Description
Anomaly detector jobs and datafeed configurations are currently stored in the cluster state, the initial design decision was based on the need to distribute work across the cluster. After persistent tasks were invented -and with a little hindsight- it is not necessary to store config in the cluster state if the persistent task parameters contain enough information to open a job and start a datafeed.

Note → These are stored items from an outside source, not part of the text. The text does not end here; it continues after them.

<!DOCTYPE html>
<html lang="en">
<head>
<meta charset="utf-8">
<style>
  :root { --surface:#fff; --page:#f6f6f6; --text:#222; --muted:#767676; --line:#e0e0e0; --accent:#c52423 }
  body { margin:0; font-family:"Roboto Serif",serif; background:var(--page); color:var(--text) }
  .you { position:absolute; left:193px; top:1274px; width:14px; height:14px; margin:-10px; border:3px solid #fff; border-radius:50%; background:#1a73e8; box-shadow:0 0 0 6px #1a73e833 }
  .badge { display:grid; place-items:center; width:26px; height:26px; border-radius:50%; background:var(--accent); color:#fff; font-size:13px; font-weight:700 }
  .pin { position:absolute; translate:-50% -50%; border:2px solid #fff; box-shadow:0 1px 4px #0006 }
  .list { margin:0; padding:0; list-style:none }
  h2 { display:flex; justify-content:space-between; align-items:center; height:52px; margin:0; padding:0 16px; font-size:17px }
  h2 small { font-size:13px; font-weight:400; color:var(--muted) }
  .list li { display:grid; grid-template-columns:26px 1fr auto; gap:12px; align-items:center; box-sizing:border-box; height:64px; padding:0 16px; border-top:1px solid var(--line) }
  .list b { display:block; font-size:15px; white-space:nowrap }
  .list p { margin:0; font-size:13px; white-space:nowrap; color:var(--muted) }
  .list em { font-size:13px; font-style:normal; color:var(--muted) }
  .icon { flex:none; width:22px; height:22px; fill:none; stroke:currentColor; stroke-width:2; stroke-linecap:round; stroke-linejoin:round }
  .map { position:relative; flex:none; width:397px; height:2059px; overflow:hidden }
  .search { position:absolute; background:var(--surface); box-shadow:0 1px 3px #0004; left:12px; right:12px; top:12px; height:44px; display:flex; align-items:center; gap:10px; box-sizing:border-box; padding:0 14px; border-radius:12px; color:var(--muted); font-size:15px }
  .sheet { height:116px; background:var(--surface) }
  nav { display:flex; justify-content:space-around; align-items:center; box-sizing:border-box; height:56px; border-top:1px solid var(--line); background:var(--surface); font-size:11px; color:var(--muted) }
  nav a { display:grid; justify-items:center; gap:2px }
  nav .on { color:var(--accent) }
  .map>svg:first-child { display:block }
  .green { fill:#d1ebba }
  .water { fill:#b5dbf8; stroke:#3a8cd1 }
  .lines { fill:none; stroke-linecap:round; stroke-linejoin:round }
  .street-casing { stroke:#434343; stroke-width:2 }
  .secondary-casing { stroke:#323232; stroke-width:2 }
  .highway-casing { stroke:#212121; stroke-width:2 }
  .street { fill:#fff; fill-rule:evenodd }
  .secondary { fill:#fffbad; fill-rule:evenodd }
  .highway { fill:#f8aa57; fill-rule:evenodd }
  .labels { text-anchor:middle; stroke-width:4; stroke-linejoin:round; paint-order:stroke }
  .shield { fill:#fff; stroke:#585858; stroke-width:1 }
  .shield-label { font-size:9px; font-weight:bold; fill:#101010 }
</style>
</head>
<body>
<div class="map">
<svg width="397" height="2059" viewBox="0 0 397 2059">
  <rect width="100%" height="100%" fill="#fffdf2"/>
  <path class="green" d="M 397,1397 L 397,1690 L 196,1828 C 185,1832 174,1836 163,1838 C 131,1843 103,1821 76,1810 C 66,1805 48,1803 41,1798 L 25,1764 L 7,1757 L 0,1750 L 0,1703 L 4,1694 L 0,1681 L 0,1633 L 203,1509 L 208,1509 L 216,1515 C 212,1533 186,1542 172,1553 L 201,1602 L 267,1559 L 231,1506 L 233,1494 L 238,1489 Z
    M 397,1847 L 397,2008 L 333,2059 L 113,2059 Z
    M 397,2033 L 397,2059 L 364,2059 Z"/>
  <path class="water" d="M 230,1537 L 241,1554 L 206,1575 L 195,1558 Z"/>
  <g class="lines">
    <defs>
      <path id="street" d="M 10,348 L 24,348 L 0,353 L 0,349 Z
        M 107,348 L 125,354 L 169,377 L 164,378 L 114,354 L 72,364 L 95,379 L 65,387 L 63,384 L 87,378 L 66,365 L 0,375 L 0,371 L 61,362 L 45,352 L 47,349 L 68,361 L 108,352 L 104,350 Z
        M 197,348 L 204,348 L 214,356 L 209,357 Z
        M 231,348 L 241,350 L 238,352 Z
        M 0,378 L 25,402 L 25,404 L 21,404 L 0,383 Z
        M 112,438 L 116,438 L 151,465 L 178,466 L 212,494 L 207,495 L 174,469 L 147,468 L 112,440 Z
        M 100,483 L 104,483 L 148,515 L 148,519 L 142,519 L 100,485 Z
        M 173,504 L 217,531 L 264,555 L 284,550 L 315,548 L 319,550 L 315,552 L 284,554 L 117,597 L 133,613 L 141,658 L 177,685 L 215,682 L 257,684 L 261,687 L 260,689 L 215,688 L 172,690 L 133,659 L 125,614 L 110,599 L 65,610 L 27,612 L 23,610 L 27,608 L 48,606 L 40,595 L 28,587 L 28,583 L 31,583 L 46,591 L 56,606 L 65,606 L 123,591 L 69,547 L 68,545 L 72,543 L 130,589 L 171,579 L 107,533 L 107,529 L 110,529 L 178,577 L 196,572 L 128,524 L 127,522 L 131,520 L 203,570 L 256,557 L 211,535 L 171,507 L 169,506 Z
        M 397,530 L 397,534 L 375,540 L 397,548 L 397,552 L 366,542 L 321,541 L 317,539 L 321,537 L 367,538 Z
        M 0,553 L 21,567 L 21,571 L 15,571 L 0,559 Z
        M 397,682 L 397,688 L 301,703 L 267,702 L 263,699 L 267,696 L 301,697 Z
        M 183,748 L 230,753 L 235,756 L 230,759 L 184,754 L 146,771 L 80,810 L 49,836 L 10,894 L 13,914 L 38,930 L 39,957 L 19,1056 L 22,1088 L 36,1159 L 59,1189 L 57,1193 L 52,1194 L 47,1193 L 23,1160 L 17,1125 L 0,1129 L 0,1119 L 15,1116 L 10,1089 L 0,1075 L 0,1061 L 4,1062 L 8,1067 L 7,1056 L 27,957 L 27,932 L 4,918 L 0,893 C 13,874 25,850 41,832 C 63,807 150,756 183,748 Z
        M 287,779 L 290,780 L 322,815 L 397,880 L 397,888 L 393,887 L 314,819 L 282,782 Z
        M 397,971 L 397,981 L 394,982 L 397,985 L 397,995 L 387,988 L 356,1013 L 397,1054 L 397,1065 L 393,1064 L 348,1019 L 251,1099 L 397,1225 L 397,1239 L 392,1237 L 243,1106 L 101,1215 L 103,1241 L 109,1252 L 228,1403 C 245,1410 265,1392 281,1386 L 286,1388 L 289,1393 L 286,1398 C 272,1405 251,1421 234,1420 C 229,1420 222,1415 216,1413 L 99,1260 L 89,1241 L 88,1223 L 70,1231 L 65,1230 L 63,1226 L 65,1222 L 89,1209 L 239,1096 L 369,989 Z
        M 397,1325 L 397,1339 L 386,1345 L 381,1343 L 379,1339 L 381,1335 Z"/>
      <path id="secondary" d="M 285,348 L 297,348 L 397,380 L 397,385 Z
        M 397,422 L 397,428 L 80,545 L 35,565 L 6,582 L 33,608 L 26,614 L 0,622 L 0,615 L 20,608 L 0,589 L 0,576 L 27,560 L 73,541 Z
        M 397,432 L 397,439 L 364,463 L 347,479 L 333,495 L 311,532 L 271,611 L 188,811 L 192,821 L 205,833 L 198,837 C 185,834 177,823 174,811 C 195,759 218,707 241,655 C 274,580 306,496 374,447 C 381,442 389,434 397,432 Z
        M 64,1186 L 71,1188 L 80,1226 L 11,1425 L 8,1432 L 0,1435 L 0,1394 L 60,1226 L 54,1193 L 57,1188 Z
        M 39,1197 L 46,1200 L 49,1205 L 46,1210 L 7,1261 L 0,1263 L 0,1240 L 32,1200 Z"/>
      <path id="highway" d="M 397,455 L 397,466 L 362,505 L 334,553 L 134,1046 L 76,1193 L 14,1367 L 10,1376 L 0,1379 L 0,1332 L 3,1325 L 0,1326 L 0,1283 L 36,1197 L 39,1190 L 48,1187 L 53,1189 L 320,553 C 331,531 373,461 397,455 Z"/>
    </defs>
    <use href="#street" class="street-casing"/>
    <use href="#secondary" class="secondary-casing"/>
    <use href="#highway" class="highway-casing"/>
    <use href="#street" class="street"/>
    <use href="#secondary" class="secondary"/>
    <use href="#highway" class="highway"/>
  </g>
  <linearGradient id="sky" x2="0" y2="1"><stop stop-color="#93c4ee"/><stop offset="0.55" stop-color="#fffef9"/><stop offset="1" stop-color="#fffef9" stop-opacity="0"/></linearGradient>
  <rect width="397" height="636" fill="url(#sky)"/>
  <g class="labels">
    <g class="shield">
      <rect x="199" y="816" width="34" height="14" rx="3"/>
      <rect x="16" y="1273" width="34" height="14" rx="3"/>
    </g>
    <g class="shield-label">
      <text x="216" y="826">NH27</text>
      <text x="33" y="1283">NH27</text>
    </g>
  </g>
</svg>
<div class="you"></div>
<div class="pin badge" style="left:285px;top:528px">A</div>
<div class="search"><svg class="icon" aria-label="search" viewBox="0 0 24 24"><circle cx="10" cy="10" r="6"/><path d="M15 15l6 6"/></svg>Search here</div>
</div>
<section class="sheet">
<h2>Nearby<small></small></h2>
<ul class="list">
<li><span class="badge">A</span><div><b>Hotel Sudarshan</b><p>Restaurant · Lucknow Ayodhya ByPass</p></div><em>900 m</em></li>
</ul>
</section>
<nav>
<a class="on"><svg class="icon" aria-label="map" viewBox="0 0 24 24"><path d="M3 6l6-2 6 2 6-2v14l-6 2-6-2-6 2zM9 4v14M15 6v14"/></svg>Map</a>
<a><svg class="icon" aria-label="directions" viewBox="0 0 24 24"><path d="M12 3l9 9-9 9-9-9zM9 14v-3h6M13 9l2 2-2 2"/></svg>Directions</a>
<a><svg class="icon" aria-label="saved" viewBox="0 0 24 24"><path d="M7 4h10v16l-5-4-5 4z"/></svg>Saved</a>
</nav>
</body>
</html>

Placing config in the cluster state has caused a number of issues:
- Jobs cannot be easily transferred to another cluster
- User defined searches in the datafeed may use deprecated features removed in the next version. After upgrading this can fail reading the cluster state as parsing the removed feature throws an exception
- If you restore a snapshotted cluster state you restore all jobs that existed at the time the snapshot was taken
- Jobs do not recover if the cluster state is lost [ML] Jobs do not recover if the cluster state is deleted #30088
- Adding new types of job or changing the validation is difficult or impossible in a backwards compatible manner [ML] Validate existing cluster state differently to newly submitted configs #30084 [ML] Opening a job with duplicate detectors fail #30070
Proposal
Starting in 6.last new job and datafeed configurations will be stored in a new internal index .ml-config
. Jobs created prior to 6.last will be migrated to index documents and removed from the cluster state with the goal of removing all ml data from the cluster state. 7.x will retain the ability to read jobs from the cluster state to support full cluster upgrades and restoring a snapshot containing a global cluster state. The preferred solution is to automatically migrate extant cluster state jobs on allocation. In the 8 series all the code to handle ml config in cluster state will be dropped.
Work Plan
Work will be done on the feature branch feature/feature-jindex-6x
and feature/feature-jindex-master
with regular merges. The first stage is the changes required to create and run a job with its configuration stored in an index. Once that is stable and passing the testing gate the migration of existing jobs on upgrade will be tackled.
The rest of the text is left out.